Исповедь первохода: «В тюрьме все крутится вокруг статей — это начало всех бесед»
Колонка заключенного о том, чем живет казанский следственный изолятор
В первой колонке бывший обитатель казанского СИЗО-2 рассказал о том, как принимают в так называемом карантине новеньких, во второй — как кормят заключенных. Поскольку наш автор пишет, находясь в местах не столь отдаленных, произошла пауза, по независящим от редакции «Реального времени» причинам. На этот раз наш колумнист возвращается к первой части своего рассказа и продолжает его историей о том, как из карантина его перевели уже непосредственно в «хату», где он ждал своего приговора и наблюдал за внутренней жизнью изолятора.
«В тюрьме это называется «продол»
За время карантина меня успели сводить к врачу, собрали анализы, несколько раз взяли мои отпечатки пальцев, сфотографировали для личного дела. Там все единообразно, но за первые три дня я выспался, а за неделю, которую я там пробыл, прочитал пару книг.

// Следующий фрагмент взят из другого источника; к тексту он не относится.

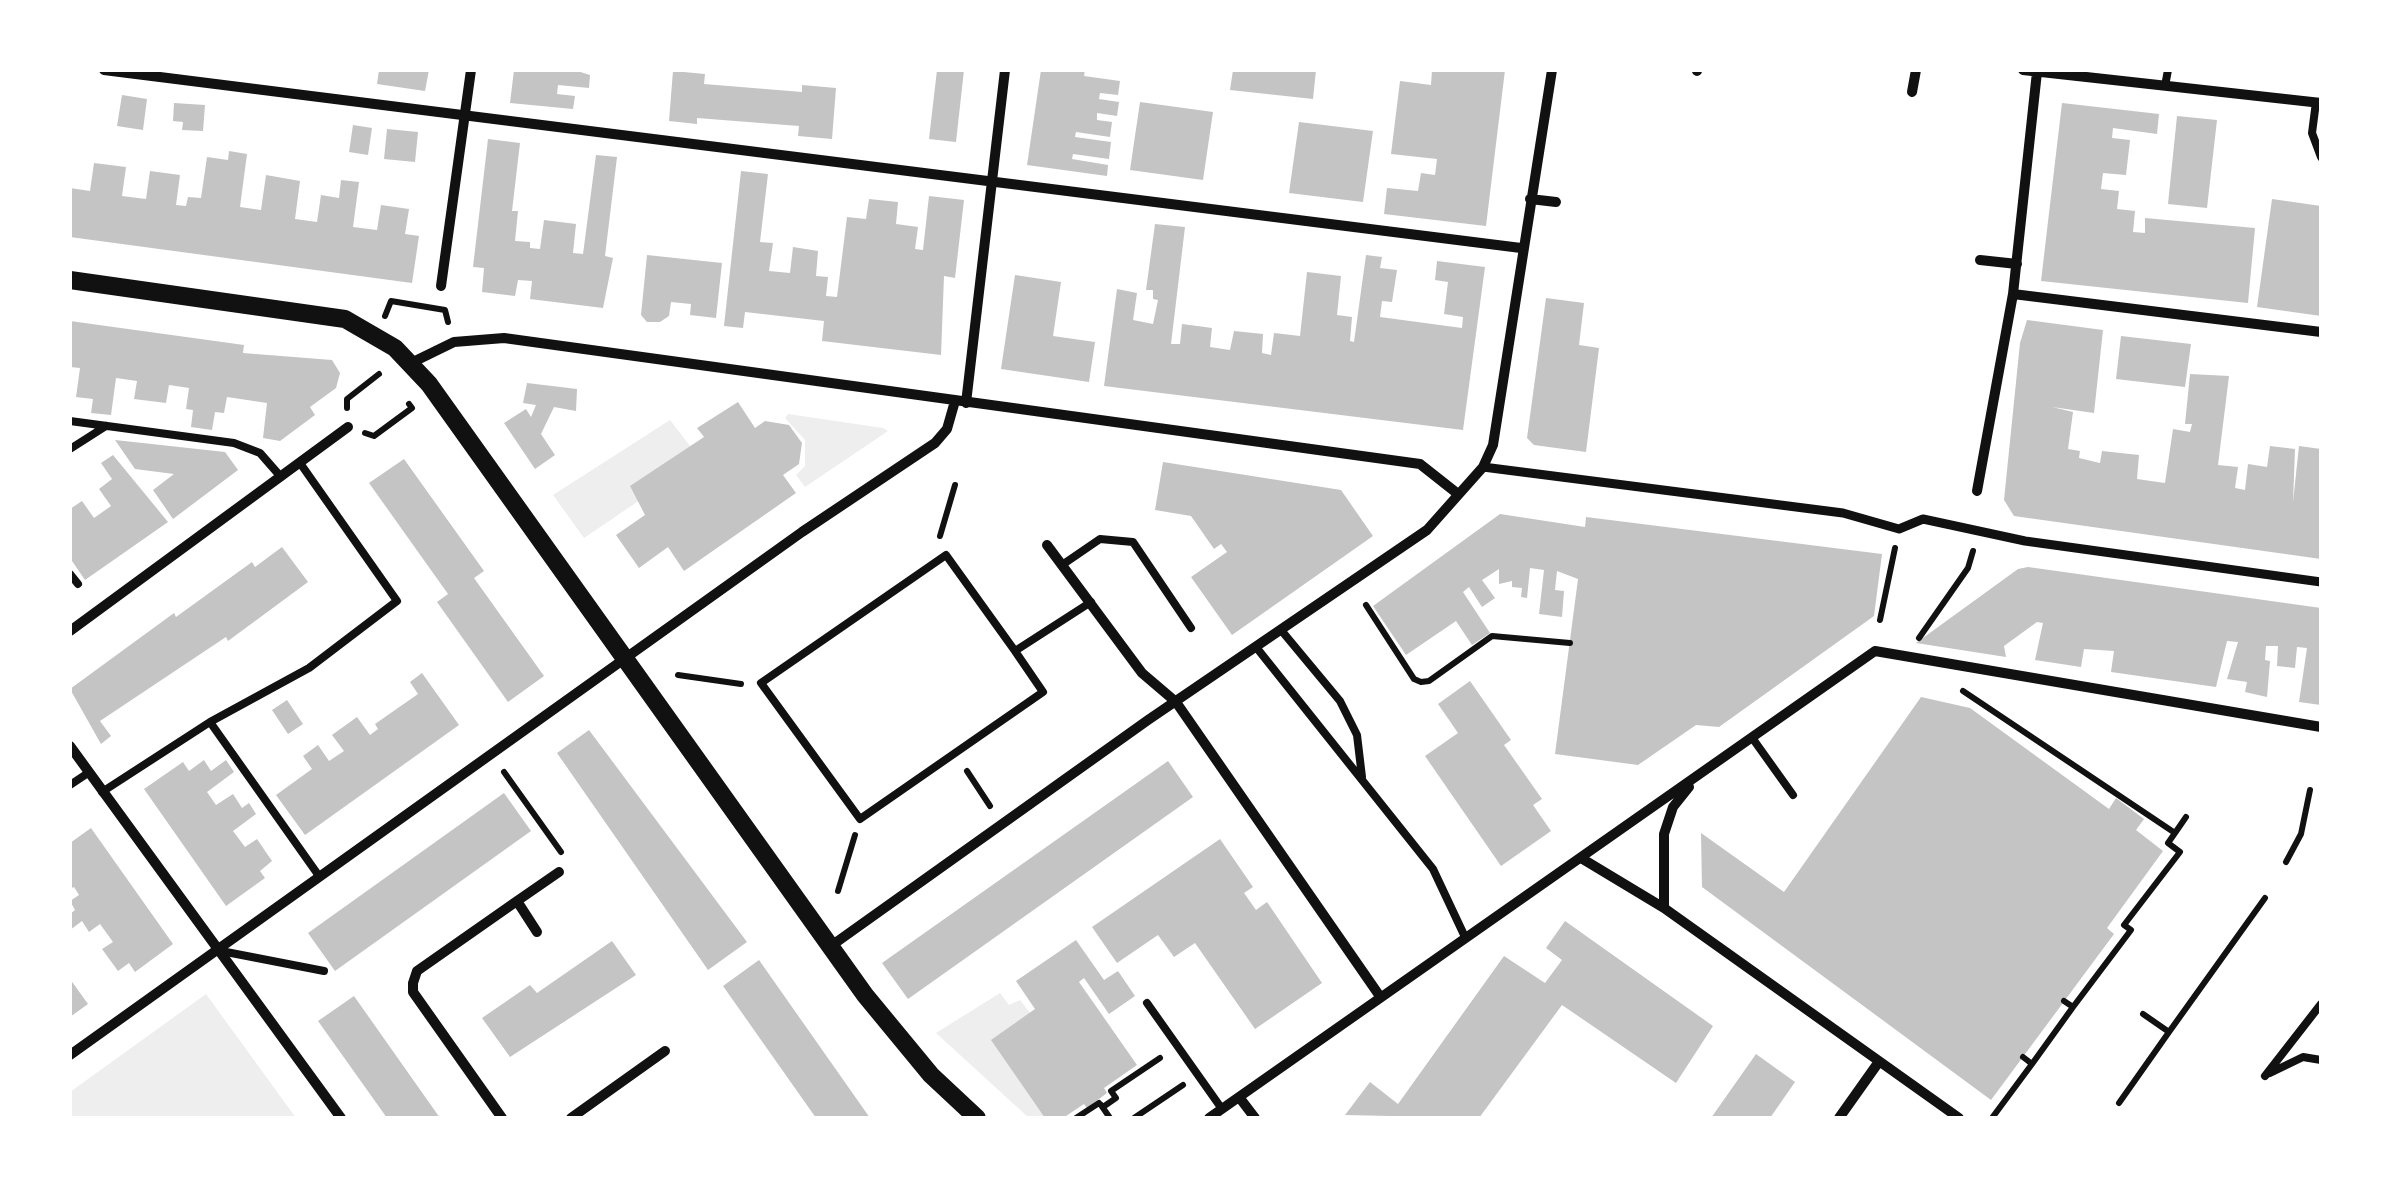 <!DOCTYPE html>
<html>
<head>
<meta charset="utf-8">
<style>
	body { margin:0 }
	#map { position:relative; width:2391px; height:1188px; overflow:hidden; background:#fff; font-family:"Golos Text",sans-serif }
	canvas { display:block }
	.frame { position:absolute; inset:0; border:72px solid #fff; pointer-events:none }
</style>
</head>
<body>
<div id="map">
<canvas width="2391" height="1188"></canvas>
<div class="frame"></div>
</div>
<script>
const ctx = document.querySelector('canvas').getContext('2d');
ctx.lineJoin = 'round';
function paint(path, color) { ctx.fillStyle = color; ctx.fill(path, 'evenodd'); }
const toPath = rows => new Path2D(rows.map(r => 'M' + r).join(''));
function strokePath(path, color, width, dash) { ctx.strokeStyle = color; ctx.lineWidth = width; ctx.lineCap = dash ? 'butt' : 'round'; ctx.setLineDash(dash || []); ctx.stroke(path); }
const green = toPath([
	[788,414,883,428,888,431,805,487,796,475,805,466,805,440,785,418],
	[670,420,690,446,640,500,584,538,553,495],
	[1000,993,1009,1005,1020,1000,1030,1013,1045,1118,1029,1118,936,1033],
	[206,994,296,1118,70,1118,70,1092]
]);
const building = toPath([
	[379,70,429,70,425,91,377,84],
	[514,70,574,70,590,75,589,88,558,85,557,94,575,96,573,109,510,103],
	[937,70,964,70,956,142,929,139],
	[1041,70,1085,70,1084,76,1120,81,1118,95,1100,93,1099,99,1119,102,1117,116,1097,113,1097,120,1112,122,1110,137,1076,132,1075,137,1111,142,1109,159,1073,154,1072,159,1108,165,1107,176,1027,165],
	[1233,70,1316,70,1313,99,1230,90],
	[1432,70,1505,70,1486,226,1384,214,1387,188,1418,191,1421,173,1435,175,1437,159,1391,154,1400,81,1431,85],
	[673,71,705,74,704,84,802,92,802,85,836,88,832,139,798,136,799,126,697,118,697,124,669,121],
	[122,95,147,99,143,130,117,126],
	[1140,102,1213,112,1203,180,1130,170],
	[174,103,205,105,203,131,182,130,183,122,173,121],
	[2062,103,2159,114,2157,134,2113,128,2112,138,2130,140,2126,175,2103,173,2101,189,2119,191,2117,209,2135,211,2133,232,2145,233,2145,218,2255,228,2248,303,2041,281],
	[2177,116,2217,120,2207,208,2168,204],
	[1299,122,1373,131,1363,202,1289,193],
	[353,125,372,128,368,155,349,152],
	[387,129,418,132,415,162,384,159],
	[488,139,520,143,512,211,518,211,515,241,530,242,530,248,540,249,544,220,576,224,573,253,583,254,596,155,617,157,605,256,613,258,603,308,530,299,532,281,518,280,515,296,482,292,484,268,473,267],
	[229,151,247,154,240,207,261,210,266,175,300,181,295,219,317,222,321,195,339,198,341,180,359,182,353,227,377,230,381,205,409,209,405,234,419,236,412,283,70,237,70,188,90,191,94,163,126,167,122,196,146,199,150,171,180,175,176,205,186,206,188,197,201,198,207,157,228,160],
	[741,171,768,174,760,242,773,243,769,271,790,273,793,247,818,251,816,276,828,277,826,296,837,297,847,217,866,219,869,199,898,202,896,224,918,227,915,249,923,250,929,196,964,200,955,278,944,276,941,355,822,341,824,321,745,312,743,328,724,326],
	[2272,199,2321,206,2321,316,2257,307],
	[1155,224,1185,227,1171,344,1180,344,1182,324,1212,328,1210,347,1230,350,1234,331,1263,334,1262,353,1271,355,1274,333,1300,336,1307,272,1341,276,1337,315,1352,317,1350,341,1354,342,1366,255,1382,257,1380,268,1397,270,1392,302,1382,301,1380,317,1462,328,1463,317,1444,314,1448,282,1435,280,1437,261,1485,267,1463,430,1104,386,1117,289,1137,293,1133,320,1153,324,1158,300,1153,299,1153,290,1146,290],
	[647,255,722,263,716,318,690,315,691,304,671,302,669,316,660,322,647,322,641,315],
	[1015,275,1061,282,1053,336,1095,342,1089,382,1001,369],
	[1546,298,1584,303,1579,345,1599,348,1586,452,1534,445,1527,438],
	[2027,320,2103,330,2094,413,2052,407,2073,412,2068,449,2080,451,2079,458,2100,463,2102,451,2139,455,2137,479,2165,483,2173,429,2190,432,2192,424,2185,424,2190,374,2229,376,2218,465,2238,467,2235,488,2245,490,2248,464,2267,467,2270,446,2295,449,2293,502,2299,446,2321,449,2321,559,2014,516,2004,500,2020,343],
	[70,321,244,345,243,353,332,360,340,373,336,388,310,407,315,415,280,441,263,438,267,403,227,397,224,413,215,412,212,430,191,427,193,410,186,409,189,388,169,385,166,403,134,399,137,381,116,378,111,415,91,413,93,399,76,397,80,368,70,367],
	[2121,336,2191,344,2185,387,2116,379],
	[527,383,577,389,576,411,554,407,541,434,555,455,535,469,504,423,526,409,531,417,536,405,523,403],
	[738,402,755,428,765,421,789,425,802,443,799,464,783,475,796,493,684,571,668,547,639,568,616,535,645,515,630,486,704,437,697,428],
	[115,440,225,452,238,470,173,519,153,490,174,474,135,469],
	[113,455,168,522,85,580,70,558,70,509,82,501,94,518,111,506,99,489,112,479,101,463],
	[404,459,484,571,474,578,544,676,508,702,437,602,448,594,369,483],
	[1163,462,1341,490,1373,536,1232,635,1191,577,1227,552,1221,544,1214,549,1191,516,1155,510],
	[1500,514,1585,527,1586,517,1882,554,1874,616,1719,727,1696,725,1638,765,1555,754,1578,579,1557,571,1555,590,1564,591,1562,617,1539,614,1544,570,1530,568,1527,598,1521,597,1522,588,1512,587,1512,581,1499,584,1499,569,1482,580,1495,598,1482,607,1469,587,1463,592,1490,633,1472,645,1456,621,1406,655,1373,606],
	[282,547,308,582,228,641,226,637,100,721,111,736,101,744,70,689,174,613,176,617,252,562,255,567],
	[2028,567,2321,608,2321,705,2299,702,2307,648,2297,647,2295,668,2277,666,2278,646,2266,646,2265,660,2270,661,2267,697,2245,692,2247,682,2227,679,2238,642,2227,641,2216,687,2111,672,2114,651,2084,649,2081,667,2035,660,2043,623,2037,622,2004,646,2006,657,1916,643,2018,569],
	[422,673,459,725,305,835,276,795,312,769,303,756,318,745,329,761,344,751,332,735,357,717,370,735,378,729,375,724,418,694,410,682],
	[1470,681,1511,740,1504,745,1542,799,1533,805,1551,831,1501,866,1425,756,1458,733,1438,704],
	[1921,697,1970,708,2109,809,2116,798,2144,819,2136,830,2163,851,2107,928,2114,934,1991,1100,1702,887,1701,833,1784,892],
	[287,700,303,724,288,734,272,710],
	[589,730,747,942,708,970,557,753],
	[204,760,211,771,226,760,234,772,207,792,216,805,233,794,242,808,249,803,256,814,233,831,245,847,257,839,272,861,260,871,265,878,226,906,144,789,183,762,189,771],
	[1168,761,1193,797,908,999,882,963],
	[504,793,531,831,335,971,308,933],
	[91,828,173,944,135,972,129,963,118,971,102,949,113,942,100,924,89,932,82,921,70,930,70,914,75,910,70,901,79,895,74,887,70,889,70,843],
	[1220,839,1253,887,1244,893,1256,910,1267,902,1322,983,1255,1029,1195,943,1174,957,1158,935,1117,963,1092,927],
	[1565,921,1713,1026,1676,1083,1562,1005,1479,1118,1345,1115,1370,1082,1398,1104,1504,956,1545,983,1562,960,1546,948],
	[1076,940,1104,980,1118,971,1135,996,1109,1014,1084,978,1079,982,1137,1065,1104,1088,1107,1093,1087,1108,1084,1104,1063,1118,1045,1118,991,1040,1035,1009,1016,981],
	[612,941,636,975,510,1057,482,1018,530,985,537,993],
	[759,960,870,1118,816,1118,723,986],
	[70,979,88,1004,70,1017],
	[354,996,440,1118,387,1118,318,1021],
	[1756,1054,1795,1082,1770,1118,1711,1118]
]);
const path = toPath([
	[385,316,391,301,445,310,448,322],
	[347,408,347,399,379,374],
	[365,433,374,436,412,408,409,404],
	[940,536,955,485],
	[1366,605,1414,679,1421,682,1429,681,1492,636,1570,643],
	[1880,620,1895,548],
	[1919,638,1968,568,1973,551],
	[678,675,741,684],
	[1963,691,2175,833,2186,817],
	[967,771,990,806],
	[504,772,561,852],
	[2286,862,2301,834,2310,790],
	[838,891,855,835],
	[2064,1001,2073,1007,2131,930,2124,925,2180,852,2168,843,2175,833],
	[2143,1014,2169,1032,2265,898],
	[2023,1057,2032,1064,2073,1007],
	[2119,1103,2169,1032],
	[1101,1105,1110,1118],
	[1103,1107,1116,1098,1111,1091,1160,1058],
	[1076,1118,1099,1103],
	[1134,1118,1183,1085],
	[1992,1118,2032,1064]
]);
const service = toPath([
	[2165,86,2168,70],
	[2316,102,2312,133,2321,157],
	[70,421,234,443,260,453,281,477],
	[70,449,106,426],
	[1062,565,1100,539,1133,542,1191,628],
	[70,574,78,584],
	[1281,630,1340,701,1357,735,1362,777],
	[1256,647,1433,869,1465,937],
	[1015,651,1043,692,860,819,761,683,946,555,1015,651,1091,602],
	[210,722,319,876],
	[1753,739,1793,795],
	[70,785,88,773],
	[102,792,210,722,309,668,397,601,300,463],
	[221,951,324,971],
	[1147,1003,1222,1109],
	[2270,1073,2303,1057,2321,1060],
	[2265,1076,2321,1004]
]);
const pedestrian = toPath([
	[1483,467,1843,513,1899,529,1923,519,2025,541,2321,582]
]);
const minor = toPath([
	[104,70,1521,248],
	[2023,70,2321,103],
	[1697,71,1697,70],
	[1912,92,1916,70],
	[1530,199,1556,202],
	[1980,260,2017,264],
	[441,286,471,70],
	[2013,294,2321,332],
	[411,363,454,342,504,338,1420,464,1458,494],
	[966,403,1005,70],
	[1977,491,2013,294,2037,72],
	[1047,545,1142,673,1176,702,1379,995],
	[70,631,348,427],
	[70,746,341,1118],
	[1581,858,1664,908,1959,1118],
	[1664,908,1664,834,1673,807,1689,787],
	[537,932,517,901,559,872],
	[831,946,1148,720,1427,530,1483,467,1493,445,1552,70],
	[70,1055,802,532,935,443,947,429,955,401],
	[1239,1097,1255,1118],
	[502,1118,413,992,413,983,417,971,517,901],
	[571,1118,665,1051],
	[1209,1118,1875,651,2321,727],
	[1839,1118,1878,1063]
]);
const tertiary = toPath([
	[70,280,345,319,395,348,429,384,865,995,931,1075,977,1118]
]);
paint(green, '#eee');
paint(building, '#c4c4c4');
strokePath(path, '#111', 6);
strokePath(service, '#111', 8);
strokePath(pedestrian, '#111', 9);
strokePath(minor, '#111', 10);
strokePath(tertiary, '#111', 18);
</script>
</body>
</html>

Потом настал момент, когда называют мою фамилию и говорят: «С вещами на выход, готовься». И тут снова начинается апатия, ведь тебя бросают в неизвестность, а это всегда страх, и в голове только одна мысль: «Вот теперь я попаду к настоящим зэкам».
Заранее поясню, что на тюремном жаргоне СИЗО называют тюрьмой или централом, а исправительную колонию — лагерем. Я буду называть изолятор тюрьмой.
Из моей камеры меня стали поднимать на другой этаж, выше — в тюрьме это называется «продол». Перед выходом я немного запомнил какие хаты «красные», какие «черные» — наверняка я не знал, что это такое, но уже имел представление что «черные» живут дружно и есть какая-то справедливость, а вот у «красных» полный беспредел, да и к «красным» уводят всегда тех, кто сдал своего друга, написал заявление или кого-то посадил. Таких там просто не любят. У меня подобных проблем не было, так что в красках рассказать, как у них все происходит, я не могу, но скажу одно — тяжко им там приходится (так гласит тюремная «черная» легенда, как минимум у первоходов).
«На тюремном жаргоне СИЗО называют тюрьмой или централом, а исправительную колонию — лагерем. Я буду называть изолятор тюрьмой». Фото kazan-mitropolia.ru
И вот меня поднимают в хату, я с баулами и матрасом захожу в дверь и наблюдаю камеру примерно четыре на шесть метров, три двуярусные кровати и все в белых простынях. По середке стоял стол, все приварено, и в принципе от карантина отличалось только тем, что там был вентилятор, и жара стояла градусов под 40, так как помещение маленькое.
Я заметил, что только один мужчина сидел на дальней кровати (по тюремному — шконке). Первое, что он у меня спросил, это было: «По жизни все ровно?». Я честно говоря, не был никогда толком с этим связан, и это меня озадачило, в голове сразу построилась цепочка: я в тюрьме, вроде уже как-то «не все ровно». Но ответил я тогда буквально моментально: «Пока все ровно».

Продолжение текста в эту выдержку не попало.